WHAT THE TASK REQUIRES
Each record below is to be output unchanged, and any picture is to be dropped.

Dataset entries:
-=-=-

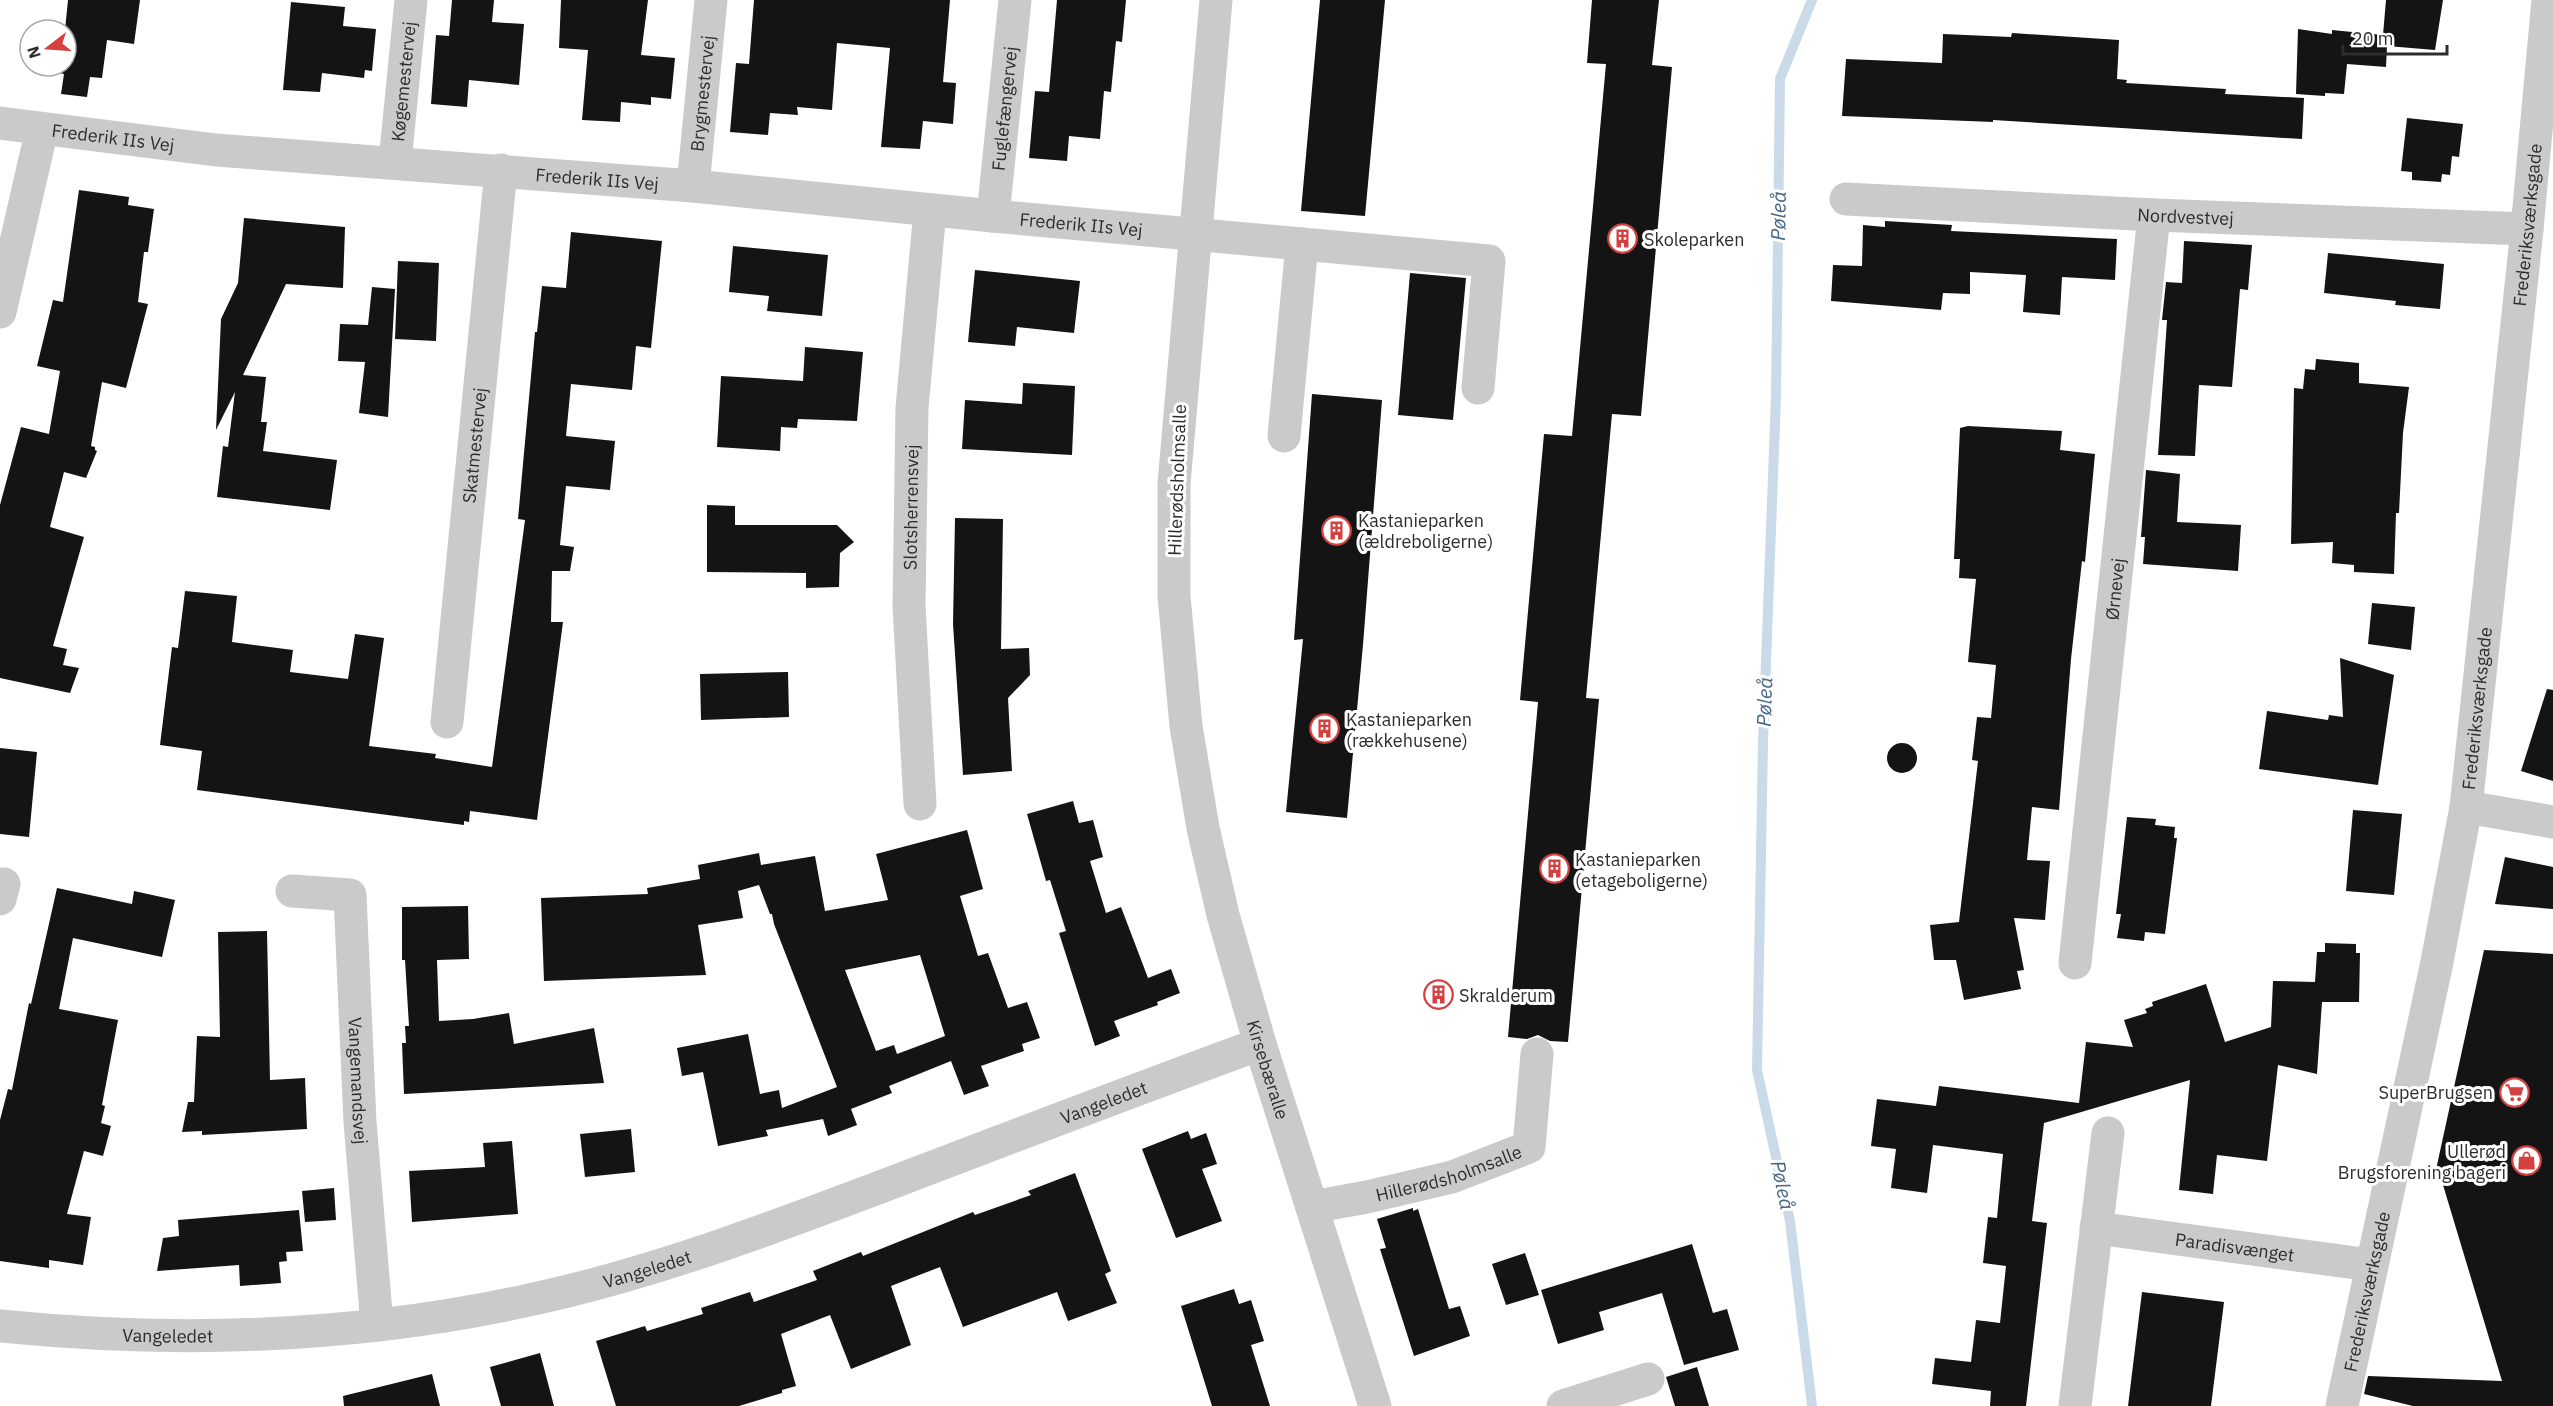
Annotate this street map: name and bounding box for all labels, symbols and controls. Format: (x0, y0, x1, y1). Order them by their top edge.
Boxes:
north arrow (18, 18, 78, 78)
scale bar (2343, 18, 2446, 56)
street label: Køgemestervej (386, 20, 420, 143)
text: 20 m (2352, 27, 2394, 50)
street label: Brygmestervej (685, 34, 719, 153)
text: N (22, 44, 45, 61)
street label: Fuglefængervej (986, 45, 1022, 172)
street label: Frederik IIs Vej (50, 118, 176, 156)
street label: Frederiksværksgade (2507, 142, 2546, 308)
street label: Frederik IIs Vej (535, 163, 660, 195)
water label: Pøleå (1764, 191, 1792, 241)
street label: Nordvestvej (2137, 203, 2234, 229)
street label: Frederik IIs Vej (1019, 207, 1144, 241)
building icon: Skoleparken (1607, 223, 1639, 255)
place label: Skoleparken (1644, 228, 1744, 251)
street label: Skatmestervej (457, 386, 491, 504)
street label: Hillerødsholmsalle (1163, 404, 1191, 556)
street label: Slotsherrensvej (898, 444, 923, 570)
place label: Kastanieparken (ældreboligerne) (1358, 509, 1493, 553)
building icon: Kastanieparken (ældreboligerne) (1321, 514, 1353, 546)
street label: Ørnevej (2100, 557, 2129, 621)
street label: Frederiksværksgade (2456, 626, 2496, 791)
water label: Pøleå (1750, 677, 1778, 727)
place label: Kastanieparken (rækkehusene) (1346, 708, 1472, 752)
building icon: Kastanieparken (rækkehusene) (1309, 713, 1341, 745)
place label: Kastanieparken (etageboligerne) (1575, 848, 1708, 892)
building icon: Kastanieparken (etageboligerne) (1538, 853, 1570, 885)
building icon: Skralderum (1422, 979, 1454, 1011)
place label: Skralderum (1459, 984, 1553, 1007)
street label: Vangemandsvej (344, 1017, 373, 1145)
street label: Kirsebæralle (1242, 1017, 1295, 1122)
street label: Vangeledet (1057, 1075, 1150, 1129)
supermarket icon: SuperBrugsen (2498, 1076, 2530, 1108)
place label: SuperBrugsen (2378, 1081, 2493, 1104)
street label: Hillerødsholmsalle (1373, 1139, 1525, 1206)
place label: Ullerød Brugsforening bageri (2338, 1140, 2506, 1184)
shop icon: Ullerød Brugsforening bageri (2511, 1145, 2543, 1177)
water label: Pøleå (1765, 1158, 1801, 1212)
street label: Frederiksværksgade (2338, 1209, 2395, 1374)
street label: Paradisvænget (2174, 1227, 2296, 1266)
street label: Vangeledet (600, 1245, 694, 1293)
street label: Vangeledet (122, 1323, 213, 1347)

-=-=-

ANSWER TO THIS EXERCISE
Annotate this street map: name and bounding box for all labels, symbols and controls. Format: (x0, y0, x1, y1). Order them by their top edge.
Boxes:
north arrow (18, 18, 78, 78)
scale bar (2343, 18, 2446, 56)
street label: Køgemestervej (386, 20, 420, 143)
text: 20 m (2352, 27, 2394, 50)
street label: Brygmestervej (685, 34, 719, 153)
text: N (22, 44, 45, 61)
street label: Fuglefængervej (986, 45, 1022, 172)
street label: Frederik IIs Vej (50, 118, 176, 156)
street label: Frederiksværksgade (2507, 142, 2546, 308)
street label: Frederik IIs Vej (535, 163, 660, 195)
water label: Pøleå (1764, 191, 1792, 241)
street label: Nordvestvej (2137, 203, 2234, 229)
street label: Frederik IIs Vej (1019, 207, 1144, 241)
building icon: Skoleparken (1607, 223, 1639, 255)
place label: Skoleparken (1644, 228, 1744, 251)
street label: Skatmestervej (457, 386, 491, 504)
street label: Hillerødsholmsalle (1163, 404, 1191, 556)
street label: Slotsherrensvej (898, 444, 923, 570)
place label: Kastanieparken (ældreboligerne) (1358, 509, 1493, 553)
building icon: Kastanieparken (ældreboligerne) (1321, 514, 1353, 546)
street label: Ørnevej (2100, 557, 2129, 621)
street label: Frederiksværksgade (2456, 626, 2496, 791)
water label: Pøleå (1750, 677, 1778, 727)
place label: Kastanieparken (rækkehusene) (1346, 708, 1472, 752)
building icon: Kastanieparken (rækkehusene) (1309, 713, 1341, 745)
place label: Kastanieparken (etageboligerne) (1575, 848, 1708, 892)
building icon: Kastanieparken (etageboligerne) (1538, 853, 1570, 885)
building icon: Skralderum (1422, 979, 1454, 1011)
place label: Skralderum (1459, 984, 1553, 1007)
street label: Vangemandsvej (344, 1017, 373, 1145)
street label: Kirsebæralle (1242, 1017, 1295, 1122)
street label: Vangeledet (1057, 1075, 1150, 1129)
supermarket icon: SuperBrugsen (2498, 1076, 2530, 1108)
place label: SuperBrugsen (2378, 1081, 2493, 1104)
street label: Hillerødsholmsalle (1373, 1139, 1525, 1206)
place label: Ullerød Brugsforening bageri (2338, 1140, 2506, 1184)
shop icon: Ullerød Brugsforening bageri (2511, 1145, 2543, 1177)
water label: Pøleå (1765, 1158, 1801, 1212)
street label: Frederiksværksgade (2338, 1209, 2395, 1374)
street label: Paradisvænget (2174, 1227, 2296, 1266)
street label: Vangeledet (600, 1245, 694, 1293)
street label: Vangeledet (122, 1323, 213, 1347)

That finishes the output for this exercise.